[英]How to calculate average change over a variable number of columns using score data
I am trying to find the average difference in a score over repeated measures.我试图找到重复测量分数的平均差异。 The problem is, not every observation is measured unequally often and the values in the columns represent scores on 6 point scale.

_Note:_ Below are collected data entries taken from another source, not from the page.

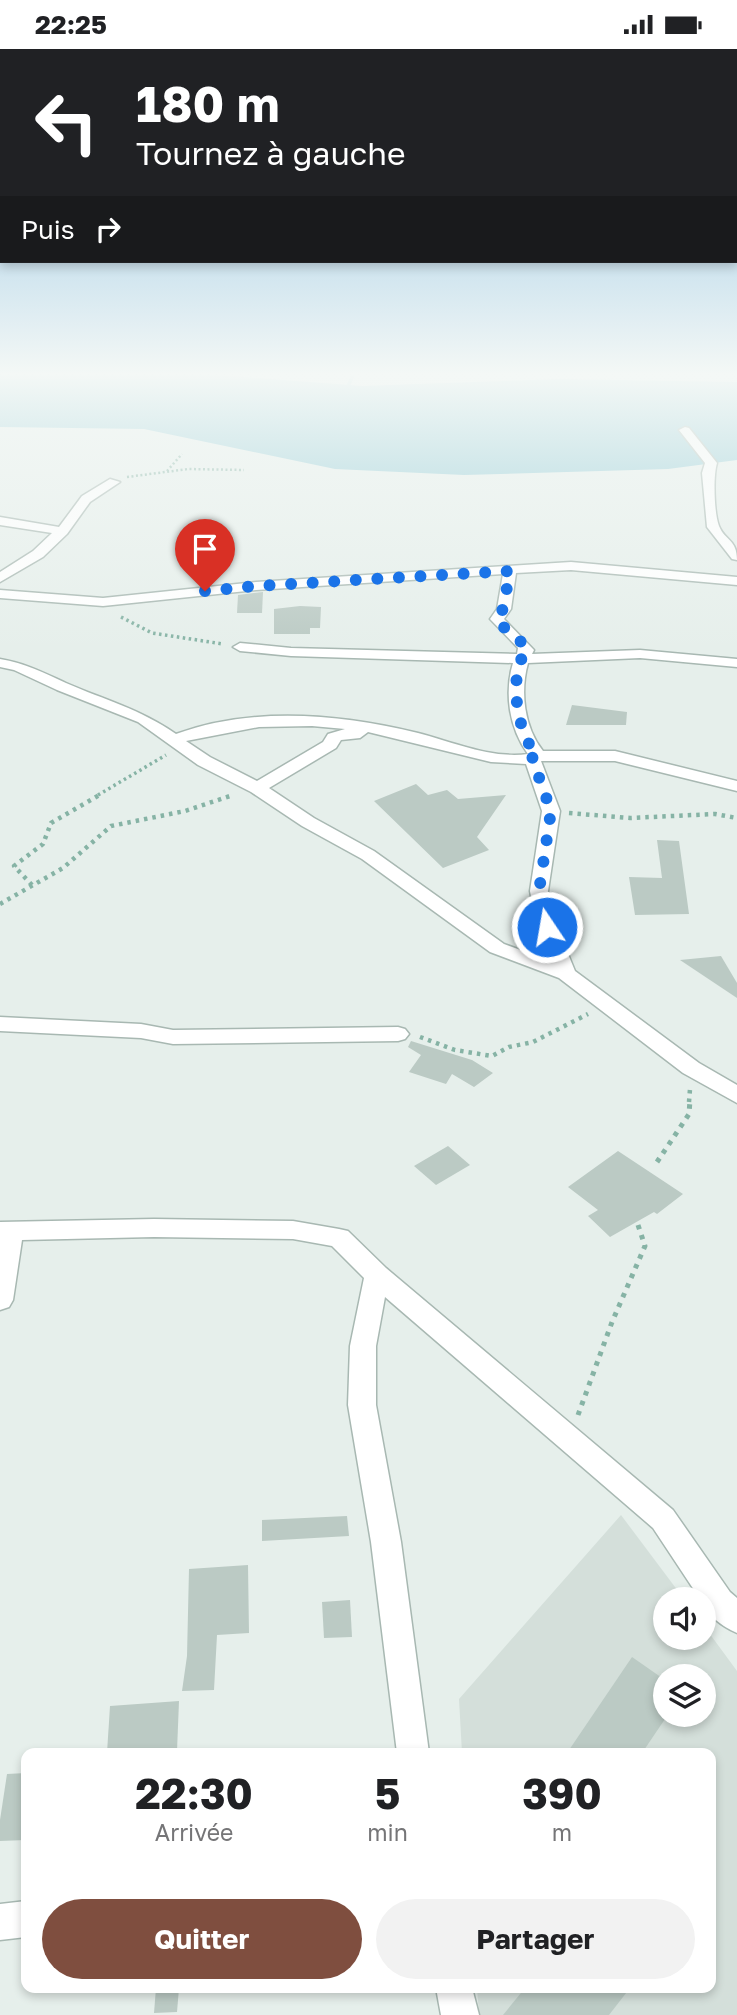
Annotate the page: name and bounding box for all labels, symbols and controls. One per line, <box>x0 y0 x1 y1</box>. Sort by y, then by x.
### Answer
text: 22:25 <box>35 9 107 40</box>
text: 180 m <box>136 74 280 133</box>
icon: left <box>21 77 112 168</box>
text: Tournez à gauche <box>136 134 405 172</box>
icon: right <box>89 210 127 248</box>
text: Puis <box>21 214 75 245</box>
pin <box>175 519 235 591</box>
icon: arrive <box>186 530 224 568</box>
position arrow <box>510 890 584 964</box>
map controls <box>653 1587 716 1727</box>
button: sound <box>653 1587 716 1650</box>
button: layers <box>653 1664 716 1727</box>
text: 22:30 <box>135 1768 253 1818</box>
text: 5 <box>375 1768 400 1818</box>
text: 390 <box>522 1768 602 1818</box>
text: Arrivée <box>155 1818 233 1846</box>
text: min <box>367 1818 408 1846</box>
text: m <box>552 1818 572 1846</box>
button: Quitter <box>42 1899 362 1979</box>
button: Partager <box>376 1899 695 1979</box>

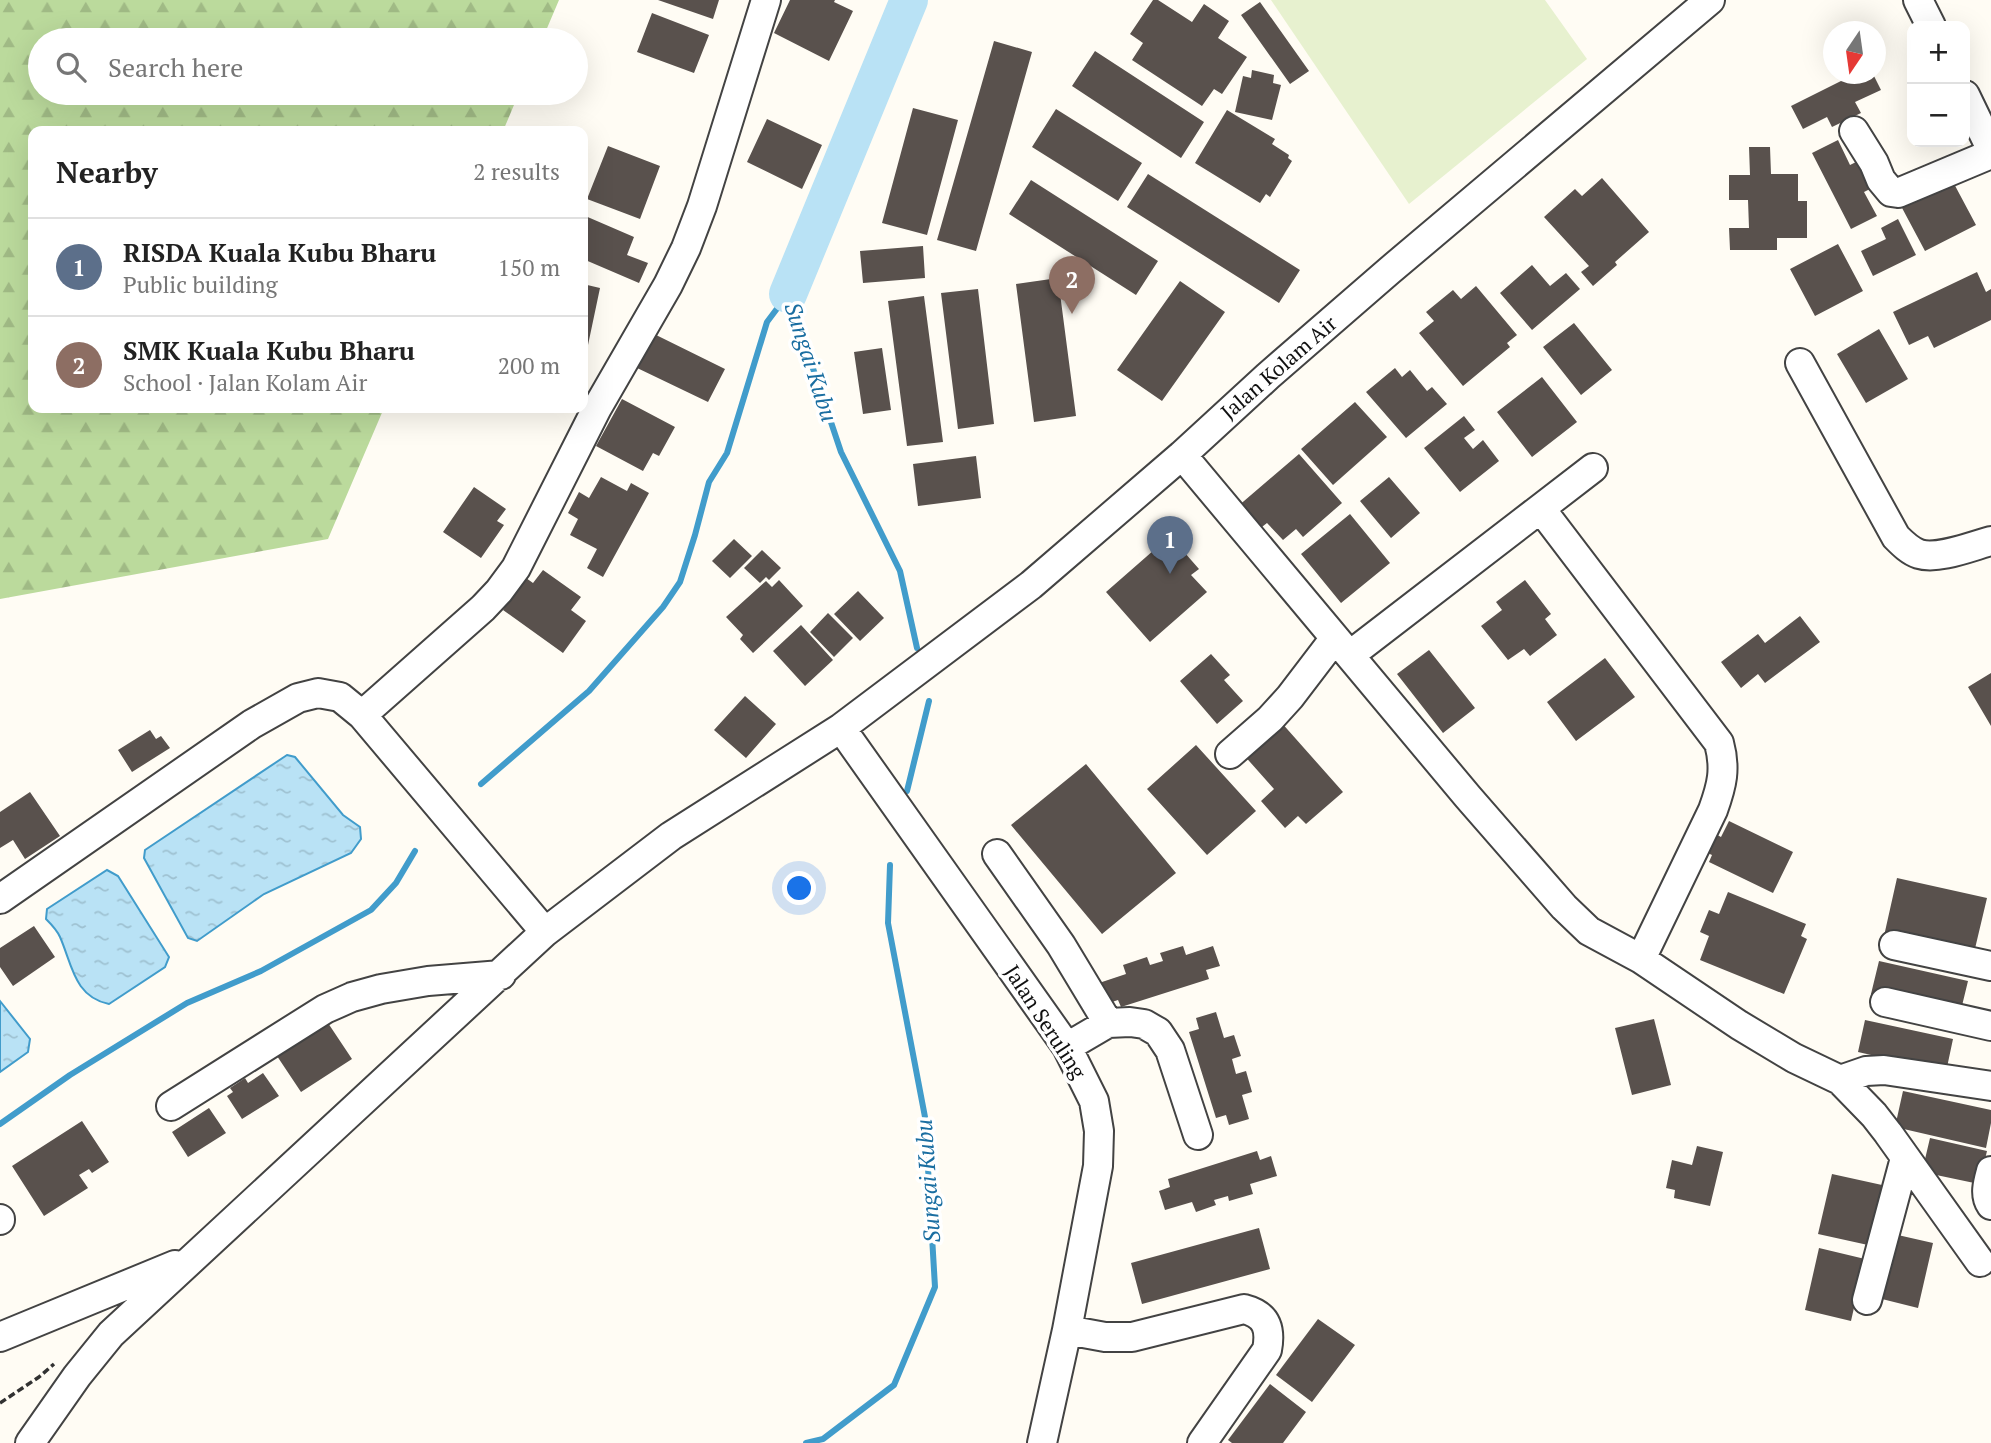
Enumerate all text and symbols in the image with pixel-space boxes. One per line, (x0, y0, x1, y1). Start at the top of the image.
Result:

问题是,并非每个观察值都经常被不平等地测量,并且列中的值代表 6 分制的分数。
the data is present it both Long and wide format like this:数据以长格式和宽格式存在,如下所示:
ID Type M1 M2 M3 M4 M6
1 A 5 5 3
2 A 4 3 1
3 A 2 5 3 5 5
4 C 5 4 4 3
5 B 3
6 F 4 2 3 4 1
This is the alternative format:这是替代格式:
ID Type M Score
1 A 1 5
1 A 2 5
1 A 3 3
2 A 1 4
2 A 2 3
2 A 3 1
4 C 1 5
4 C 2 4
4 C 3 4
4 C 4 3
I am not really interested in the interim values, but I need the difference between M1 and whatever is the last measurement for that ID then I need to take the average of those differences.我对中间值并不真正感兴趣,但我需要 M1 与该 ID 的最后一次测量值之间的差异,然后我需要取这些差异的平均值。 I will need to do it across all types and then later broken down by type.
我需要在所有类型中执行此操作,然后再按类型进行细分。
Packages installed are: dplyr, purrr, stringr, tydir, tibble, data.table安装的软件包有:dplyr、purrr、stringr、tydir、tibble、data.table
The closest I got was the following:我得到的最接近的是以下内容:
df %>% group_by(M)%>%
arrange(M)%>%
summarize(avg = as.numeric(mean(diff(Score))), sd =
as.numeric(sd(diff(Score))))
and和
df %>% group_by(Type)%>%
arrange(M)%>%
summarize(avg = as.numeric(mean(diff(Score))), sd =
as.numeric(sd(diff(Score))))
This was done on the Long format data and gave the result:这是在长格式数据上完成的,并给出了结果:
M avg sd
<fctr> <dbl> <dbl>
1 1 NA NA
2 2 NA NA
3 3 -0.03370787 1.741534
4 4 -0.04878049 2.036556
5 5 -0.18181818 1.887760
6 6 0.00000000 1.095445
7 7 NaN NA
8 8 NaN NA
9 9 NaN NA
10 <NA> -0.16666667 1.722401
The table above is taken from my analysis and not related to example tables.上表摘自我的分析,与示例表无关。 The NA and NaN are a problem as I know there is data in some of the sections, but it is unable to calculate the average difference.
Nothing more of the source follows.